* _WHAT TO DO_:
Set the entries down again exactly; none may be skipped.
START RECORDS FOR THE TASK
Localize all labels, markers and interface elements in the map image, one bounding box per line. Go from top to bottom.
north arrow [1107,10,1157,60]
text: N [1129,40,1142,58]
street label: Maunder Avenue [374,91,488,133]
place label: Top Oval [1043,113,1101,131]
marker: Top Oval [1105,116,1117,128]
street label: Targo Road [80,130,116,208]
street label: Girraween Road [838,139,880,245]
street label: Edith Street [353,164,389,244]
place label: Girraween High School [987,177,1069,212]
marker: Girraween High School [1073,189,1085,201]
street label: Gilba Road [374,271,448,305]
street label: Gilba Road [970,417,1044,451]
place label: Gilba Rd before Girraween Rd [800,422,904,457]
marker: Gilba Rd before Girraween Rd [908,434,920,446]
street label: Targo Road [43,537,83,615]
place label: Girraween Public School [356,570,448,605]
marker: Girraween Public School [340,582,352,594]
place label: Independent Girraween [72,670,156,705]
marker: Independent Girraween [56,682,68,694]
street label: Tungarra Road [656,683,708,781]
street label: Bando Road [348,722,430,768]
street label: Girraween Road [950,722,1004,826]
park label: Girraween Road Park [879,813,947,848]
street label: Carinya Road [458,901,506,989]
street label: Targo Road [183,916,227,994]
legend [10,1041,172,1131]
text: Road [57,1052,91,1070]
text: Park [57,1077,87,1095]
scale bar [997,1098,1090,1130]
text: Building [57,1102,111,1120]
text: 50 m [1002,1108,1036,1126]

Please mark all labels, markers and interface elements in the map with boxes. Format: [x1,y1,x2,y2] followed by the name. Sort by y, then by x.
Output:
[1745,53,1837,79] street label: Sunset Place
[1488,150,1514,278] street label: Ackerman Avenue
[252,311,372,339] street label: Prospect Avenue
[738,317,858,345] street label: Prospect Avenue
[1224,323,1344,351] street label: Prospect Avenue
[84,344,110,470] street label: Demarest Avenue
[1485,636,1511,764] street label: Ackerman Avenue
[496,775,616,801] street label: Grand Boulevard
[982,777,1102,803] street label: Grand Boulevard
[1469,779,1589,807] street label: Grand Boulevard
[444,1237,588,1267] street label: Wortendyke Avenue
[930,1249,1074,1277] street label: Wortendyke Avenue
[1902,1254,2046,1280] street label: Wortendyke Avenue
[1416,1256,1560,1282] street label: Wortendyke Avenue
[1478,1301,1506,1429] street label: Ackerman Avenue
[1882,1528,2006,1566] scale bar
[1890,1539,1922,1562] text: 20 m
END RECORDS FOR THE TASK
* _ANSWER TO THIS EXERCISE_:
Localize all labels, markers and interface elements in the map image, one bounding box per line. Go from top to bottom.
north arrow [1107,10,1157,60]
text: N [1129,40,1142,58]
street label: Maunder Avenue [374,91,488,133]
place label: Top Oval [1043,113,1101,131]
marker: Top Oval [1105,116,1117,128]
street label: Targo Road [80,130,116,208]
street label: Girraween Road [838,139,880,245]
street label: Edith Street [353,164,389,244]
place label: Girraween High School [987,177,1069,212]
marker: Girraween High School [1073,189,1085,201]
street label: Gilba Road [374,271,448,305]
street label: Gilba Road [970,417,1044,451]
place label: Gilba Rd before Girraween Rd [800,422,904,457]
marker: Gilba Rd before Girraween Rd [908,434,920,446]
street label: Targo Road [43,537,83,615]
place label: Girraween Public School [356,570,448,605]
marker: Girraween Public School [340,582,352,594]
place label: Independent Girraween [72,670,156,705]
marker: Independent Girraween [56,682,68,694]
street label: Tungarra Road [656,683,708,781]
street label: Bando Road [348,722,430,768]
street label: Girraween Road [950,722,1004,826]
park label: Girraween Road Park [879,813,947,848]
street label: Carinya Road [458,901,506,989]
street label: Targo Road [183,916,227,994]
legend [10,1041,172,1131]
text: Road [57,1052,91,1070]
text: Park [57,1077,87,1095]
scale bar [997,1098,1090,1130]
text: Building [57,1102,111,1120]
text: 50 m [1002,1108,1036,1126]

Please mark all labels, markers and interface elements in the map with boxes. Format: [x1,y1,x2,y2] followed by the name. Sort by y, then by x.
Output:
[1745,53,1837,79] street label: Sunset Place
[1488,150,1514,278] street label: Ackerman Avenue
[252,311,372,339] street label: Prospect Avenue
[738,317,858,345] street label: Prospect Avenue
[1224,323,1344,351] street label: Prospect Avenue
[84,344,110,470] street label: Demarest Avenue
[1485,636,1511,764] street label: Ackerman Avenue
[496,775,616,801] street label: Grand Boulevard
[982,777,1102,803] street label: Grand Boulevard
[1469,779,1589,807] street label: Grand Boulevard
[444,1237,588,1267] street label: Wortendyke Avenue
[930,1249,1074,1277] street label: Wortendyke Avenue
[1902,1254,2046,1280] street label: Wortendyke Avenue
[1416,1256,1560,1282] street label: Wortendyke Avenue
[1478,1301,1506,1429] street label: Ackerman Avenue
[1882,1528,2006,1566] scale bar
[1890,1539,1922,1562] text: 20 m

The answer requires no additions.